Saturday, August 16, 2014

Mercenary motives

A stranger is drowning in a crocodile-infested river. To pull him out, you'd need to go in the water yourself, and there is a moderate chance (say, 25%) that you would be eaten. You have no dependents to whom you owe it not to risk your life, but of course you don't like being eaten by a crocodile. It would be praiseworthy for you to engage in this heroic act. But if you don't do it, you aren't doing anything morally wrong. I want the story to be set up so this is clearly a case of supererogatoriness.

You have decided not to do it. But then the stranger offers you a million dollars. And so you leap in and pull him to safety.

You're not particularly morally praiseworthy. But have you done anything morally wrong in acting on the mercenary motive? Nothing wrong would have been done had you refused to take the risk at all. Why would it be wrong to do it for money? Indeed, is your case any different from that of someone who becomes a firefighter for monetary reasons? But wouldn't it be odd if it were permissible to be a businessman for profit but wrong to be a firefighter for profit?

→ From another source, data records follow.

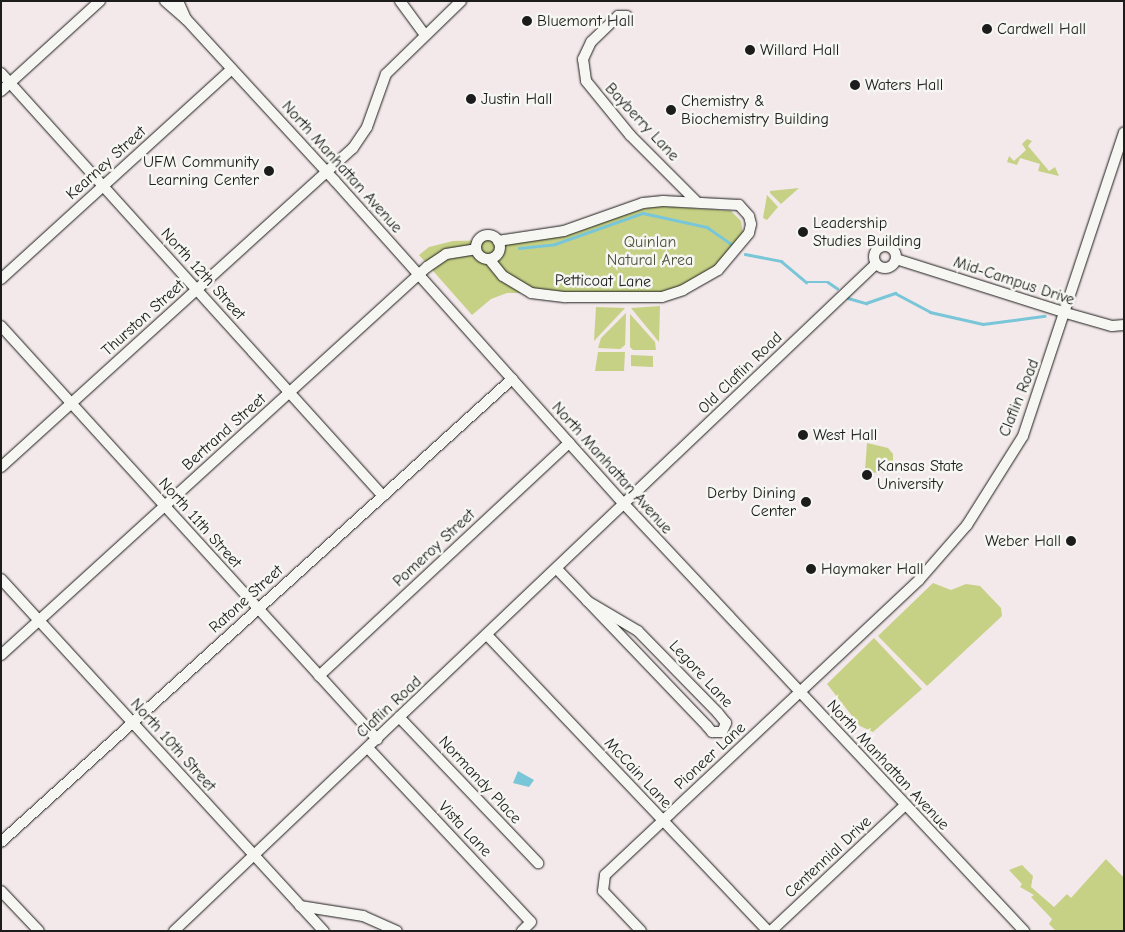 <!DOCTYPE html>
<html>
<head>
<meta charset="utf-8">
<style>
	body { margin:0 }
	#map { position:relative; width:1125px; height:932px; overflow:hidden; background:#f3e8ea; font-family:"Comic Neue",sans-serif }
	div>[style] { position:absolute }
	.green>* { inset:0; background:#c6d185 }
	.water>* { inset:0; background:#79c6d8 }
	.stream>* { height:2.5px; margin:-1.25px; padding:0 1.25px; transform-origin:1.25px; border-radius:1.25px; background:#79c6d8 }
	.roads { filter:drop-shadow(0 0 1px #1c1c1c) drop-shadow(0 0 1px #1c1c1c) }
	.minor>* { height:10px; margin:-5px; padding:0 5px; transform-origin:5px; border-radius:5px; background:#f6f6f2 }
	.minor>.ring { margin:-5px; padding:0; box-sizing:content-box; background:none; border:10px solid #f6f6f2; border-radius:50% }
	.dots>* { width:14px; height:14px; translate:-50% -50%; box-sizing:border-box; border:2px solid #f6f6f2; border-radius:50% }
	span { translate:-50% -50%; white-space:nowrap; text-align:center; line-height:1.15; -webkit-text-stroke:5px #f6f6f2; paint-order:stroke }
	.poi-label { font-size:16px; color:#1c1c1c }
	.left { translate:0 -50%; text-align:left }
	.right { translate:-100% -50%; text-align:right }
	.street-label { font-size:16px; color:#1c1c1c }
	.park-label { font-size:16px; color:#4f523c }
	.frame { position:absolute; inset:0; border:2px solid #1c1c1c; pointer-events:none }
</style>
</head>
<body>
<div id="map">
	<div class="green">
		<i style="clip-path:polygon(1027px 139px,1032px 141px,1028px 146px,1049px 171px,1055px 167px,1059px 176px,1038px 171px,1040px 164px,1020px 158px,1017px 165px,1007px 162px,1009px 156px,1014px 161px,1026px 150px,1022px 144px)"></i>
		<i style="clip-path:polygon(799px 188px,781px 204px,770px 193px,770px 191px)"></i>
		<i style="clip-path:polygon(767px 195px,778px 207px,767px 220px,763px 218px)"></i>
		<i style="clip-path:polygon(660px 206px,731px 211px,741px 221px,743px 233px,720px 263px,690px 284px,658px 293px,507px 293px,491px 299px,472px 315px,419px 255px,429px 247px,453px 241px,543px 239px,642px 209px)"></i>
		<i style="clip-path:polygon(660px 306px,659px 342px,631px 308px)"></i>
		<i style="clip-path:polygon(596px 307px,625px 308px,594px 341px)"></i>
		<i style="clip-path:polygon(626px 313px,625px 345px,620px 349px,598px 348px,601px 338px)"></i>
		<i style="clip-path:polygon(630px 314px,655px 342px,656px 350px,633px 350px,630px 347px)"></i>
		<i style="clip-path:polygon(598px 352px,625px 352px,624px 371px,595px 371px)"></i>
		<i style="clip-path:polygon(631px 355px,653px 356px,653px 367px,631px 366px)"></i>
		<i style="clip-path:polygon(867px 443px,888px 448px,893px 454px,893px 472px,868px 473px,865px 470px)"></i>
		<i style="clip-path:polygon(933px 583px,951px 590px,966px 584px,980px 586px,1001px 608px,1002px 616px,927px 686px,878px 636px)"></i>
		<i style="clip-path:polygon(874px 638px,922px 689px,873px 732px,860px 726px,827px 684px)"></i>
		<i style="clip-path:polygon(1106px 859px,1124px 878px,1124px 931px,1056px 931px,1049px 924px,1052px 919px,1031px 897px,1034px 895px,1020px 887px,1022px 884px,1009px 870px,1022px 865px,1033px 876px,1031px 887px,1054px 907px,1067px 894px,1071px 898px)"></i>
	</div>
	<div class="water">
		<i style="clip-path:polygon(518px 771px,534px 780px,529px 787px,513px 783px)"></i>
	</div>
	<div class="stream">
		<i style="left:519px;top:248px;width:36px;rotate:-6deg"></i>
		<i style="left:555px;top:244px;width:93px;rotate:-19.4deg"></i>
		<i style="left:643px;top:213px;width:66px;rotate:12.3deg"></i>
		<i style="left:707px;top:227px;width:29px;rotate:35deg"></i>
		<i style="left:745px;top:254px;width:37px;rotate:11deg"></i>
		<i style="left:781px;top:261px;width:33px;rotate:40deg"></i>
		<i style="left:806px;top:282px;width:22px"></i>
		<i style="left:828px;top:282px;width:11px;rotate:34deg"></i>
		<i style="left:848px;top:298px;width:19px;rotate:16deg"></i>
		<i style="left:866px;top:303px;width:31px;rotate:-19deg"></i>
		<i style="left:895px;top:293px;width:40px;rotate:28deg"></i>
		<i style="left:930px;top:312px;width:54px;rotate:12.8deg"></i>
		<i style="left:983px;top:324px;width:62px;rotate:-7.5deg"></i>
	</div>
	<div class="roads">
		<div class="minor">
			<i style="left:165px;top:1px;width:28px;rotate:41deg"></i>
			<i style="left:186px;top:19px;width:220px;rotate:47.4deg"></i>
			<i style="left:335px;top:181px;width:435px;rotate:48.2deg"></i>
			<i style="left:625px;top:505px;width:584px;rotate:46.87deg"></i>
			<i style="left:178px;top:1px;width:20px;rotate:66deg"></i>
			<i style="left:400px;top:1px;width:42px;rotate:53.7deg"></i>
			<i style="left:627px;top:16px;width:9px;rotate:180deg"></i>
			<i style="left:618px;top:16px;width:37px;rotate:136deg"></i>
			<i style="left:591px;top:42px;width:19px;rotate:115deg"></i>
			<i style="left:583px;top:59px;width:22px;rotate:82deg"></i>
			<i style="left:586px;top:81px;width:70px;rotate:50.8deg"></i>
			<i style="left:630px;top:135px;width:95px;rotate:45deg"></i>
			<i style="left:1px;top:73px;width:570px;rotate:47.92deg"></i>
			<i style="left:1px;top:91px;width:134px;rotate:-42.3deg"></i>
			<i class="ring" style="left:476px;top:235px;width:14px;height:14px"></i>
			<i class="ring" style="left:874px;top:246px;width:12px;height:12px"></i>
			<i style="left:489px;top:259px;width:22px;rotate:51deg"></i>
			<i style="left:503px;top:276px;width:33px;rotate:31deg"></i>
			<i style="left:531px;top:293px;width:35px;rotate:7deg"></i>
			<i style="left:566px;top:297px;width:96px"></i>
			<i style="left:662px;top:297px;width:22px;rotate:-18deg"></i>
			<i style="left:683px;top:290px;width:40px;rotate:-29.7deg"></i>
			<i style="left:718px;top:270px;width:48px;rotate:-50deg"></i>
			<i style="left:749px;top:233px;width:9px;rotate:-77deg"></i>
			<i style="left:751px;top:224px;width:8px;rotate:-104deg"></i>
			<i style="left:749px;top:216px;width:15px;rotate:-132deg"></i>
			<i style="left:739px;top:205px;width:76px;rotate:-177deg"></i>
			<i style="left:663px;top:201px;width:20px;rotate:174deg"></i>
			<i style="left:643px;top:203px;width:84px;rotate:160.5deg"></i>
			<i style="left:564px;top:231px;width:67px;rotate:171.4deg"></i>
			<i style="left:896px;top:259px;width:178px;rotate:17.6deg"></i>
			<i style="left:1066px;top:313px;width:48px;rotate:15.8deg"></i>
			<i style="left:1112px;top:326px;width:12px;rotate:-5deg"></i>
			<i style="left:1px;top:279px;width:312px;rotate:-42.3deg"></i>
			<i style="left:1px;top:326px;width:559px;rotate:47.68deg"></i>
			<i style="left:1px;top:467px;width:475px;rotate:-42.2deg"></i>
			<i style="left:353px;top:148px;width:25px;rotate:-56deg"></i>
			<i style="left:367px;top:127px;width:56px;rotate:-70.3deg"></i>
			<i style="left:386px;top:74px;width:105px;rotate:-44.2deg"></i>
			<i style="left:557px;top:569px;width:217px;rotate:46.3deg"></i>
			<i style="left:707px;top:726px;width:8px;rotate:50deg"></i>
			<i style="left:712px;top:732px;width:10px"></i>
			<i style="left:722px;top:732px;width:10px;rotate:-66deg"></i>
			<i style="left:726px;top:723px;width:13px;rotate:-129deg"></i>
			<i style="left:718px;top:713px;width:115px;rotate:-134.3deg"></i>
			<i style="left:638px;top:631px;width:59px;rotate:-149.5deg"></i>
			<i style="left:1px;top:579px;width:478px;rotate:47.5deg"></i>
			<i style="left:487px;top:635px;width:408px;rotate:46.5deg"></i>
			<i style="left:1px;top:655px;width:576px;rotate:-42.33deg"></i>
			<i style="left:427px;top:267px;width:23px;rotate:-34deg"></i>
			<i style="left:446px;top:254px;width:30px;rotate:-9deg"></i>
			<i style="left:319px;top:676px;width:342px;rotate:-43deg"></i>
			<i style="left:399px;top:717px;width:202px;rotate:46.4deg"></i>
			<i style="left:368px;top:748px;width:238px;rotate:46.9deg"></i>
			<i style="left:531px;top:922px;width:13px;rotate:135deg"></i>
			<i style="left:1px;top:842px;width:690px;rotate:-42.18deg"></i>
			<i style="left:1px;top:891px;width:55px;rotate:46.5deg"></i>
			<i style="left:300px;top:906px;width:64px;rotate:9deg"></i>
			<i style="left:363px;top:916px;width:37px;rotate:24deg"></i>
			<i style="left:174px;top:931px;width:968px;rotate:-43.54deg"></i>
			<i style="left:641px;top:931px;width:55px;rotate:-133.5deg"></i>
			<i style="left:603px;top:891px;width:16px;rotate:-83deg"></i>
			<i style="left:605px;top:875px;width:431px;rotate:-43.2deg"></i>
			<i style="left:919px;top:580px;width:73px;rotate:-48.9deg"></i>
			<i style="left:967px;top:525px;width:105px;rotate:-57.8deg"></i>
			<i style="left:1023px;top:436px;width:320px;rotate:-71.6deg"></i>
			<i style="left:771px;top:931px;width:184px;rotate:-43.2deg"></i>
		</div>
	</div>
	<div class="dots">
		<i style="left:527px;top:21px;background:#1c1c1c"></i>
		<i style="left:987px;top:29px;background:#1c1c1c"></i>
		<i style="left:750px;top:50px;background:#1c1c1c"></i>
		<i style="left:855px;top:85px;background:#1c1c1c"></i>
		<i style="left:471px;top:99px;background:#1c1c1c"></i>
		<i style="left:671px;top:110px;background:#1c1c1c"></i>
		<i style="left:269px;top:171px;background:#1c1c1c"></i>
		<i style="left:803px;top:232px;background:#1c1c1c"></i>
		<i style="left:803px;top:435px;background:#1c1c1c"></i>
		<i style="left:867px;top:475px;background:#1c1c1c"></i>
		<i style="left:806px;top:502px;background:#1c1c1c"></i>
		<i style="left:1071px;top:541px;background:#1c1c1c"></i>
		<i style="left:811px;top:569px;background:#1c1c1c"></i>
	</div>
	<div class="poi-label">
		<span class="left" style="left:537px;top:21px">Bluemont Hall</span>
		<span class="left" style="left:997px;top:29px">Cardwell Hall</span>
		<span class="left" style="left:760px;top:50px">Willard Hall</span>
		<span class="left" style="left:865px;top:85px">Waters Hall</span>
		<span class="left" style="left:481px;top:99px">Justin Hall</span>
		<span class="left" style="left:681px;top:110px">Chemistry &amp;<br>Biochemistry Building</span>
		<span class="right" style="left:259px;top:171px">UFM Community<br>Learning Center</span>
		<span class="left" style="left:813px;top:232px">Leadership<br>Studies Building</span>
		<span class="left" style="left:813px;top:435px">West Hall</span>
		<span class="left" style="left:877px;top:475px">Kansas State<br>University</span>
		<span class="right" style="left:796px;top:502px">Derby Dining<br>Center</span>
		<span class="right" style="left:1061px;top:541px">Weber Hall</span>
		<span class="left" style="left:821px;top:569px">Haymaker Hall</span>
	</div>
	<div class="street-label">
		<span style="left:642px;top:122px;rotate:47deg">Bayberry Lane</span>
		<span style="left:106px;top:163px;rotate:-42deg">Kearney Street</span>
		<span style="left:342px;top:167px;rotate:48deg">North Manhattan Avenue</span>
		<span style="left:203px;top:274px;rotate:48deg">North 12th Street</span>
		<span style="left:603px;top:281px;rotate:1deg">Petticoat Lane</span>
		<span style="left:1014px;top:281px;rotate:18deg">Mid-Campus Drive</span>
		<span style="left:143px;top:318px;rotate:-42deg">Thurston Street</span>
		<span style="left:740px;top:373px;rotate:-44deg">Old Claflin Road</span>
		<span style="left:1019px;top:398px;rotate:-68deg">Claflin Road</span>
		<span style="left:224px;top:432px;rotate:-42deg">Bertrand Street</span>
		<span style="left:612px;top:468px;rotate:48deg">North Manhattan Avenue</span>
		<span style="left:200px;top:523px;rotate:48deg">North 11th Street</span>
		<span style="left:434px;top:548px;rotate:-43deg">Pomeroy Street</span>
		<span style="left:246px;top:599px;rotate:-42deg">Ratone Street</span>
		<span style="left:701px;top:674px;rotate:47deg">Legore Lane</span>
		<span style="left:389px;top:707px;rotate:-43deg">Claflin Road</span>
		<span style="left:173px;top:745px;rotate:48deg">North 10th Street</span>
		<span style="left:710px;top:756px;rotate:-43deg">Pioneer Lane</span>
		<span style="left:888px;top:765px;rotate:47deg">North Manhattan Avenue</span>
		<span style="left:638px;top:773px;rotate:47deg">McCain Lane</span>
		<span style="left:480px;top:780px;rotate:47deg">Normandy Place</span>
		<span style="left:465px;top:829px;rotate:47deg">Vista Lane</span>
		<span style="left:828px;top:857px;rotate:-43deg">Centennial Drive</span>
	</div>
	<div class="park-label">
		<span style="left:650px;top:251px">Quinlan<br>Natural Area</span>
	</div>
	<div class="frame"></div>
</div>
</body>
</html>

So the mere presence of a mercenary motive, even when this motive ia difference-maker, does not make an action wrong. Nor does this constitute the agent as vicious.

But what if the mercenary motive were the only operative motive? That would be constitutive of vice. There need be no vice if the decision whether to save another at significant risk to self is decided in favor of caution, and there need be no vice if money overrides the caution. But if the mercenary motive were the only motive, then that suggests that had there been neither danger to you nor promise of payment, you wouldn't have pulled out the stranger, because you simply don't care about the stranger's life. And that's vicious.

It is morally important, thus, that care for the stranger's life be among your motives, even if the mercenary motive is necessary (or even if it is necessary and sufficient) for the decision to save. Likewise, if you decide not to save, the motive of care for the stranger's life had better be operative. The decision had better be a conflicted one. Only for a vicious person would the decision not to save be a shoo-in.